WORK INSTRUCTIONS —
Review the listing and copy each line that holds the word "after".

INFORMATION SUPPLIED —
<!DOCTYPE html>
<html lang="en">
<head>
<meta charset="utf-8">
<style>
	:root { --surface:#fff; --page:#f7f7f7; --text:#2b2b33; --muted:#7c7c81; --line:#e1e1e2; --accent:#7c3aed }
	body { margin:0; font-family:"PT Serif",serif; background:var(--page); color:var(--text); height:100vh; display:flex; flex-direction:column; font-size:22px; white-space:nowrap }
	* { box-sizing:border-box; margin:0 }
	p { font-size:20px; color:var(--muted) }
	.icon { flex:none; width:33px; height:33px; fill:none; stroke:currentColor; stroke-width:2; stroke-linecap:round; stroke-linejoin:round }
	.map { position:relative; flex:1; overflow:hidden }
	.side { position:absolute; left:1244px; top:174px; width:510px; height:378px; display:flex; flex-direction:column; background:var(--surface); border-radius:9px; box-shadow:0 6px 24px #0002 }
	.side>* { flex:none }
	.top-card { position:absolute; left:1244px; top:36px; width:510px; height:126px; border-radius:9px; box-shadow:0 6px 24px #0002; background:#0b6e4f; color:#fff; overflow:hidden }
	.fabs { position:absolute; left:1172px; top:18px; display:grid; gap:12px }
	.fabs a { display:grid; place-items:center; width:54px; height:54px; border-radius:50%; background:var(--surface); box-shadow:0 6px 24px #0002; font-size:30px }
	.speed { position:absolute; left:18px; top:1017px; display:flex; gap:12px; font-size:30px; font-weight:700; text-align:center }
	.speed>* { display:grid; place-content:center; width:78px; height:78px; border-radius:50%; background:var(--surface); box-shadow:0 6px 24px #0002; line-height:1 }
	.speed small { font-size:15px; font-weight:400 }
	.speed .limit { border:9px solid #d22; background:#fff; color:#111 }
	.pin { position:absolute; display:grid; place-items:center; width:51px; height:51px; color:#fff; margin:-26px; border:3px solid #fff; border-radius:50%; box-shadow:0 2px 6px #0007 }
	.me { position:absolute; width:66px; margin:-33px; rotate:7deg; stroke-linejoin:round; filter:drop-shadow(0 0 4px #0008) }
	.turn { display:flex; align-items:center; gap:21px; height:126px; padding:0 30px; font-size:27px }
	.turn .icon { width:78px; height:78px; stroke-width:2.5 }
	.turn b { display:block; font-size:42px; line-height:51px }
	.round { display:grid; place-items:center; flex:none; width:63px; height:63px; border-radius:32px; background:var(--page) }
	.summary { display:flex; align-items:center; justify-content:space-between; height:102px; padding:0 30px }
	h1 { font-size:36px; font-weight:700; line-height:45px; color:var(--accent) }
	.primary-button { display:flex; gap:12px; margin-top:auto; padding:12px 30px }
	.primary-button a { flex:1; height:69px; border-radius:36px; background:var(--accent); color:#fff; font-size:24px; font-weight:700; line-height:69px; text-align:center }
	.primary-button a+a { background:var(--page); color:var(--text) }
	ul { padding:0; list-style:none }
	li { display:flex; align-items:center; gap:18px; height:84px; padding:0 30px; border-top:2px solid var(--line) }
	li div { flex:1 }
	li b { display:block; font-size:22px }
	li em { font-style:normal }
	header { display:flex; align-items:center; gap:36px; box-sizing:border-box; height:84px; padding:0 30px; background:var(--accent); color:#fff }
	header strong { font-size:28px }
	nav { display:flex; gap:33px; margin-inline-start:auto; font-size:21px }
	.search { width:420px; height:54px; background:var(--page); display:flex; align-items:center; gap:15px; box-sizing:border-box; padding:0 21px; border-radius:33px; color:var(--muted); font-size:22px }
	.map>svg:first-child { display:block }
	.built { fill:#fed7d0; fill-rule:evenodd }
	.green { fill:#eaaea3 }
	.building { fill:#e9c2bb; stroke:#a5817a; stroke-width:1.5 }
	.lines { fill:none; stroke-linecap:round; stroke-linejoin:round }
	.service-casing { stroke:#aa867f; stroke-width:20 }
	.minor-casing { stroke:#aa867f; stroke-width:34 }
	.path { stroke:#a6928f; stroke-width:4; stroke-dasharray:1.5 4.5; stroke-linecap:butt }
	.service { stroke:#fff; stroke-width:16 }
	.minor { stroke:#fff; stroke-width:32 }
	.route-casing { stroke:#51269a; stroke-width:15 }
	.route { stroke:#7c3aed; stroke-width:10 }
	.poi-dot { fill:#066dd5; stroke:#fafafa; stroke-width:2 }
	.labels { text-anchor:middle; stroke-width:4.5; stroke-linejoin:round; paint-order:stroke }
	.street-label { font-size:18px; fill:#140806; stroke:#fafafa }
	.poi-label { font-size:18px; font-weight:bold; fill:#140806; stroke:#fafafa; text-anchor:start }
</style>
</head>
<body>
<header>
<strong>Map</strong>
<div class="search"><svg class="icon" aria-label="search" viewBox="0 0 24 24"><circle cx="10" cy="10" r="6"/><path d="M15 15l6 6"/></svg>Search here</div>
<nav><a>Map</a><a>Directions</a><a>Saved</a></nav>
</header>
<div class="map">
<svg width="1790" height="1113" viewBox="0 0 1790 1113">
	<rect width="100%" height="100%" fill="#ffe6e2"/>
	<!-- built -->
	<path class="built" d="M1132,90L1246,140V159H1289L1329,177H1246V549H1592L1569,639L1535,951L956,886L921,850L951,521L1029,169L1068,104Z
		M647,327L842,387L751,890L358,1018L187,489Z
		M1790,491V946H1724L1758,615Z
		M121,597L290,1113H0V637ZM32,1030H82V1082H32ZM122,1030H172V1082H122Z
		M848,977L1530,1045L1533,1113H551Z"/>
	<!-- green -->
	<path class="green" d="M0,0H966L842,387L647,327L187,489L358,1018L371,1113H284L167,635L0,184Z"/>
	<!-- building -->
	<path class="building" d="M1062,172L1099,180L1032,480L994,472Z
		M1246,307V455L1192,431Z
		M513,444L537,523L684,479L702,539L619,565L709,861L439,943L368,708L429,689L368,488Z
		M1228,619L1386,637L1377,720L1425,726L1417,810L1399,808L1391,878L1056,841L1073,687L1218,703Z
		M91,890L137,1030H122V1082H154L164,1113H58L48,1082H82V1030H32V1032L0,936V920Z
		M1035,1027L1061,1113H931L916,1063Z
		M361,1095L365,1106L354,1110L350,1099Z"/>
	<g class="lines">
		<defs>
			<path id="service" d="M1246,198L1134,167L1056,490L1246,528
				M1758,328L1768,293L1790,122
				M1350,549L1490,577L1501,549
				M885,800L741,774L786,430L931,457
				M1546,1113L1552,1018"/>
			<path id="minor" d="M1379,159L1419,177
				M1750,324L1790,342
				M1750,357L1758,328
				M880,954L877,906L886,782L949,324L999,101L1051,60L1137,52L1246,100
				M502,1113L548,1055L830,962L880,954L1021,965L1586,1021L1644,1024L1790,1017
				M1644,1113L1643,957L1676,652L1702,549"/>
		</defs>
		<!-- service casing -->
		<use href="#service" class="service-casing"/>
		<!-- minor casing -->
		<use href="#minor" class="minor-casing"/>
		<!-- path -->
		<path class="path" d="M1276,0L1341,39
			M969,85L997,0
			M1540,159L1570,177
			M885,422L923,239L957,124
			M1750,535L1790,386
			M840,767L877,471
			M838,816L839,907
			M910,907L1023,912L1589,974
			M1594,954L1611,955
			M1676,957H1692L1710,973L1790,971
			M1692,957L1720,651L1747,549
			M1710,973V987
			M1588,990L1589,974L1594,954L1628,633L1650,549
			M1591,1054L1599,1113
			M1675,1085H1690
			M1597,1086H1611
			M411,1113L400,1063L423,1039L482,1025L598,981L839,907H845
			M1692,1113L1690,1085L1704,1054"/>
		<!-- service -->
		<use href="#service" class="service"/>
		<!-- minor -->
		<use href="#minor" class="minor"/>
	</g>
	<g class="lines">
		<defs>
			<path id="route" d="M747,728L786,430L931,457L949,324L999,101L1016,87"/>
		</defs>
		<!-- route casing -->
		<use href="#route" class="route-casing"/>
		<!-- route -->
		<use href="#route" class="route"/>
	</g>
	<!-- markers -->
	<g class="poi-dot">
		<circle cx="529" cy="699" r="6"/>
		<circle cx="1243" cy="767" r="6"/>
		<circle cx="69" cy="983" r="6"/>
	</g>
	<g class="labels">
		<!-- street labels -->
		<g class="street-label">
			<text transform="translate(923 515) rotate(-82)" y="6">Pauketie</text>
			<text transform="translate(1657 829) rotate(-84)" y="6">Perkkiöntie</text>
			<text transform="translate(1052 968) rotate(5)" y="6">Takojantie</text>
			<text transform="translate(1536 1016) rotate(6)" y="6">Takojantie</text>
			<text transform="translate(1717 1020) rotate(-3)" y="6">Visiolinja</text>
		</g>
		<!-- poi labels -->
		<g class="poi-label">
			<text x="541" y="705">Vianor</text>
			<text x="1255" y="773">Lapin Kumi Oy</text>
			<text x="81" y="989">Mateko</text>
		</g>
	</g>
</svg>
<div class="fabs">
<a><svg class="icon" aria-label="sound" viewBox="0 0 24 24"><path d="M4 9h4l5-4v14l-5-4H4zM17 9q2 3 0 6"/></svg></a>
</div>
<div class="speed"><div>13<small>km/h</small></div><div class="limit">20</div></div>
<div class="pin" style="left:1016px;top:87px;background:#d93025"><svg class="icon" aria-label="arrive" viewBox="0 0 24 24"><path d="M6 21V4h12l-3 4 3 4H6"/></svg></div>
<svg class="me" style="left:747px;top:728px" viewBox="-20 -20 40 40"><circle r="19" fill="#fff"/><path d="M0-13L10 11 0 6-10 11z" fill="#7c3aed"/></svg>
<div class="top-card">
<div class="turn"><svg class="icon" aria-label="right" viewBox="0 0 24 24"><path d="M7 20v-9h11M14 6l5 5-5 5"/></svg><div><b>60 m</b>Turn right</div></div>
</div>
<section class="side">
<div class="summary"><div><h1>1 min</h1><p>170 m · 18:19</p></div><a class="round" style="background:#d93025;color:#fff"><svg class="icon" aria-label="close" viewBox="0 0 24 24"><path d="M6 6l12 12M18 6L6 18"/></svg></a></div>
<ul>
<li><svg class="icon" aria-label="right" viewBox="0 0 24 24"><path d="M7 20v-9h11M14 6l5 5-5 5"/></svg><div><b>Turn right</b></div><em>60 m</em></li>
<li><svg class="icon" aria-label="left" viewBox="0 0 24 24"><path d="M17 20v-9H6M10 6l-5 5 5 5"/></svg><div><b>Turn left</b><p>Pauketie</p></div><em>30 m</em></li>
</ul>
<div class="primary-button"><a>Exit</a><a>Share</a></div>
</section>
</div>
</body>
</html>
* * *
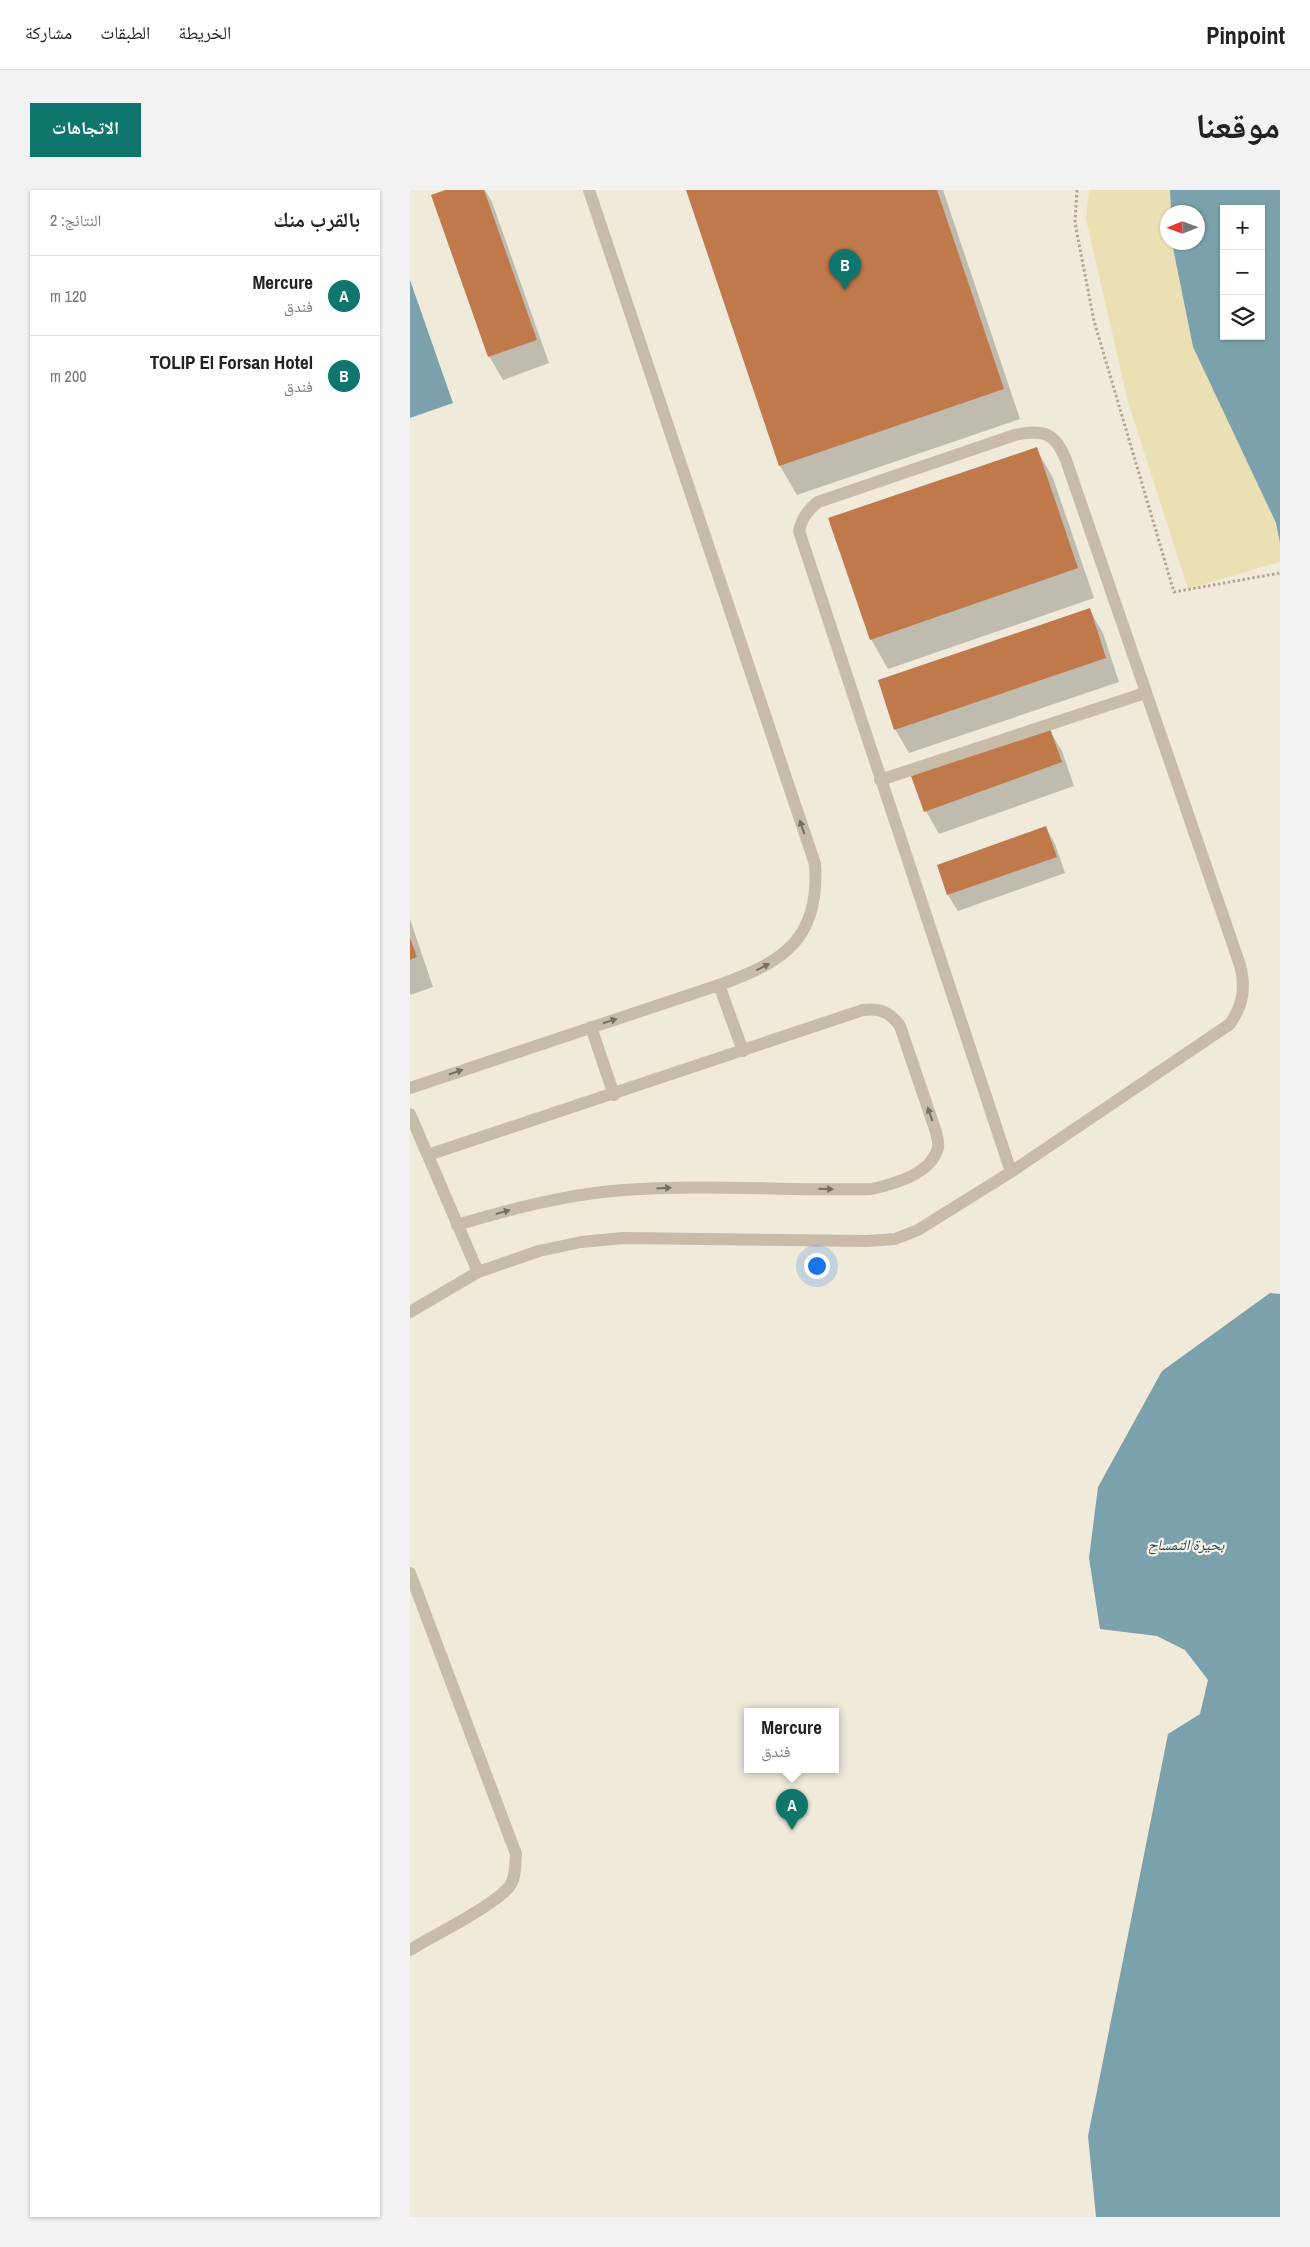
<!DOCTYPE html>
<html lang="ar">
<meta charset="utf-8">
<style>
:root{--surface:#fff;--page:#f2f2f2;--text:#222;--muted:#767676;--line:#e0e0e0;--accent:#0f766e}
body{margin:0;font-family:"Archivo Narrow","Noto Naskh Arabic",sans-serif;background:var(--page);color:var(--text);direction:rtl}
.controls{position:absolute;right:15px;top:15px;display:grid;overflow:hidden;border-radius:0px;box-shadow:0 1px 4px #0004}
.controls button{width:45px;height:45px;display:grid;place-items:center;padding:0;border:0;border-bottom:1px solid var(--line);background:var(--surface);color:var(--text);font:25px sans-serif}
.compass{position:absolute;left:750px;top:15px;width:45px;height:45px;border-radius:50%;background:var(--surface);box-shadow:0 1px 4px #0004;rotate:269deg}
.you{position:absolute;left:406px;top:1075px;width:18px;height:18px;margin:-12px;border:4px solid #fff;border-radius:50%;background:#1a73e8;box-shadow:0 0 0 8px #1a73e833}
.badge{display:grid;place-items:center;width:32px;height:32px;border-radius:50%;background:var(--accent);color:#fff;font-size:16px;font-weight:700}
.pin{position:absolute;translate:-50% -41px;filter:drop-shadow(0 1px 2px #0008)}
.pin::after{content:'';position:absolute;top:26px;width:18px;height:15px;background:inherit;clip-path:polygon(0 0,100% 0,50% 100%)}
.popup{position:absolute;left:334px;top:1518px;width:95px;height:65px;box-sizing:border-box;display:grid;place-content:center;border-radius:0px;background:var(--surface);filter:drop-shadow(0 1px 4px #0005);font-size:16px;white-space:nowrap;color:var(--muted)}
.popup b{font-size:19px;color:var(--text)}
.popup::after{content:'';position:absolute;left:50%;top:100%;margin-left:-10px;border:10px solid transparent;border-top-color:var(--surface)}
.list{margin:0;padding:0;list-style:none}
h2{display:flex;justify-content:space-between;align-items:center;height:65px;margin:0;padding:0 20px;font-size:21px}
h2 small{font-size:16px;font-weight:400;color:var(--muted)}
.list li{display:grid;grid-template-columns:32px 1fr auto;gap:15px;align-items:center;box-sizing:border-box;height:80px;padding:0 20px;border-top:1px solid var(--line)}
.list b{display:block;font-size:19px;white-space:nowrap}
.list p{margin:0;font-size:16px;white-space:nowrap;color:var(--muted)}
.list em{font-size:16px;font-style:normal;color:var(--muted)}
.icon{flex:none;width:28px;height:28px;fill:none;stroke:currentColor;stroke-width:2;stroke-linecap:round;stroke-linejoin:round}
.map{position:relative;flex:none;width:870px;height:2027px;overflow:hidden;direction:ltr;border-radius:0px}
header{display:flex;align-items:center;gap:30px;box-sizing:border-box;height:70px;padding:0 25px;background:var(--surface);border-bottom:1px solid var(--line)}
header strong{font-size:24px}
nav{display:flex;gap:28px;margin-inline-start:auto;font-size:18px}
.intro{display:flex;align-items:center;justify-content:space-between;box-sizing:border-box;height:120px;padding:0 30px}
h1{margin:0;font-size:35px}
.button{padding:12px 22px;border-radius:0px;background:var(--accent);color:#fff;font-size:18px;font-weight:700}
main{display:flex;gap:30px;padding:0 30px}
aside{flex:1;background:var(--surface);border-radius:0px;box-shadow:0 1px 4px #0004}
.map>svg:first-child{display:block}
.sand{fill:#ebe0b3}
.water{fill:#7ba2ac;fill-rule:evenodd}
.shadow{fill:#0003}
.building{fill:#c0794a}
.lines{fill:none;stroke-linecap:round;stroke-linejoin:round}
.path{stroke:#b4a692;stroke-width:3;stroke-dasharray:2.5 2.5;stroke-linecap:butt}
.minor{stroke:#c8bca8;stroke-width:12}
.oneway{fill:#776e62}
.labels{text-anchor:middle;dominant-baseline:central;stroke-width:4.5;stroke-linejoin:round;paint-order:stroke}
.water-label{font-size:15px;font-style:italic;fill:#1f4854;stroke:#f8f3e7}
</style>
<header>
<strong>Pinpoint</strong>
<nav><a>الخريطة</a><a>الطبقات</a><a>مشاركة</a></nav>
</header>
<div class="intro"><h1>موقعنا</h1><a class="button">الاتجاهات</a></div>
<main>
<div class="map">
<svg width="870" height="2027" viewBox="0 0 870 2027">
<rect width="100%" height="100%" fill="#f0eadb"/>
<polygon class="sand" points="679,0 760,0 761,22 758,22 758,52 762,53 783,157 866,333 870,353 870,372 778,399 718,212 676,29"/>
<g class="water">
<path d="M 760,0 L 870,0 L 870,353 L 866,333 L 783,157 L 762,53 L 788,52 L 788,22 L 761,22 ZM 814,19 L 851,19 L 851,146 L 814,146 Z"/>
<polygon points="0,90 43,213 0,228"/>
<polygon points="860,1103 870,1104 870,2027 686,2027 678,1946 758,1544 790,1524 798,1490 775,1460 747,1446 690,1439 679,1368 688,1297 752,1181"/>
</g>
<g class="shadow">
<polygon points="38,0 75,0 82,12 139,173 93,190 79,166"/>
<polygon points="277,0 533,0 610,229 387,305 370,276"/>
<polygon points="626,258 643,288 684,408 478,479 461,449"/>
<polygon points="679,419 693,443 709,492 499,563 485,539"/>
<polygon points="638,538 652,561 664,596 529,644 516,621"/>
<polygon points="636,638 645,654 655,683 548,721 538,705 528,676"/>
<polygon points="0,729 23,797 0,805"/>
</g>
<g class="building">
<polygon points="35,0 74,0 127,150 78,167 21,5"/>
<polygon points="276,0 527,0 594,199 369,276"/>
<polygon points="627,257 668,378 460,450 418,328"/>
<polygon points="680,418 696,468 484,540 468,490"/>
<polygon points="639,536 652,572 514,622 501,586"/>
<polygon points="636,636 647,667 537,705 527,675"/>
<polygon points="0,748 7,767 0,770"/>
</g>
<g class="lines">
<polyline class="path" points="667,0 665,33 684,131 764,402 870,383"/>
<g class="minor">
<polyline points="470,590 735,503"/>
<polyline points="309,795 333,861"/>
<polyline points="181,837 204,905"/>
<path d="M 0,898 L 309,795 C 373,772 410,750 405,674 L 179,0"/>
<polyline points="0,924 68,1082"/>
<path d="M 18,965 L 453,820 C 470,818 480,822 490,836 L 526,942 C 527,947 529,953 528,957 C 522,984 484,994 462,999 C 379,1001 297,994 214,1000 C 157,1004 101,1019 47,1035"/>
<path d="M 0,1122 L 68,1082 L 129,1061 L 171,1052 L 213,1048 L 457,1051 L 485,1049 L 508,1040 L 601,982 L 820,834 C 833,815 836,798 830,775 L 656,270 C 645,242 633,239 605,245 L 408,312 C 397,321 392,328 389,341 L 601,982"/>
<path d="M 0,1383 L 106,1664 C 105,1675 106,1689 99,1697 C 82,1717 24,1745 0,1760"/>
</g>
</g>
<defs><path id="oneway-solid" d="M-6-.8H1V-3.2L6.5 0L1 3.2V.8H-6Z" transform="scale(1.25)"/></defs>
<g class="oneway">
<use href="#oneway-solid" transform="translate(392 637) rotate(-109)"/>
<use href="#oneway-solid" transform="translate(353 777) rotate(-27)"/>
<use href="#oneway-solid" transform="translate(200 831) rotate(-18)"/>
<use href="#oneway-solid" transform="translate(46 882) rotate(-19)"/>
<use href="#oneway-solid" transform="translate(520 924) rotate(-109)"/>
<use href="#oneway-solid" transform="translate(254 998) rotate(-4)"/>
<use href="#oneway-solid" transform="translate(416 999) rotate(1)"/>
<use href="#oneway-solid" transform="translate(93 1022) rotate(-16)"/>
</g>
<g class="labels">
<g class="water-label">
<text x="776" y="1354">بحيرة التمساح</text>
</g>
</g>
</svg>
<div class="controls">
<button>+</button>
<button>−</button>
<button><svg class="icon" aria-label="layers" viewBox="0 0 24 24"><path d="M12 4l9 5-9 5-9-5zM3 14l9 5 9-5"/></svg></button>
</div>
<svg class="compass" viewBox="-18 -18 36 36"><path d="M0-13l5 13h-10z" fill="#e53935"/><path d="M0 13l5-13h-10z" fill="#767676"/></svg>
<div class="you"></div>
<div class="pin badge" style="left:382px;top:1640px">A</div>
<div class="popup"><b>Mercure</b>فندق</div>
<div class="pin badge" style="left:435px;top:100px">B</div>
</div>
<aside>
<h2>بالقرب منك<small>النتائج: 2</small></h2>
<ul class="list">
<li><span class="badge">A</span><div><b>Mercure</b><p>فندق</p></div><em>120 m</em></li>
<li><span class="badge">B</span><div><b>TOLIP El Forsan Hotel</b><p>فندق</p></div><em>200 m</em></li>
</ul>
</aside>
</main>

RESULT —
.pin::after{content:'';position:absolute;top:26px;width:18px;height:15px;background:inherit;clip-path:polygon(0 0,100% 0,50% 100%)}
.popup::after{content:'';position:absolute;left:50%;top:100%;margin-left:-10px;border:10px solid transparent;border-top-color:var(--surface)}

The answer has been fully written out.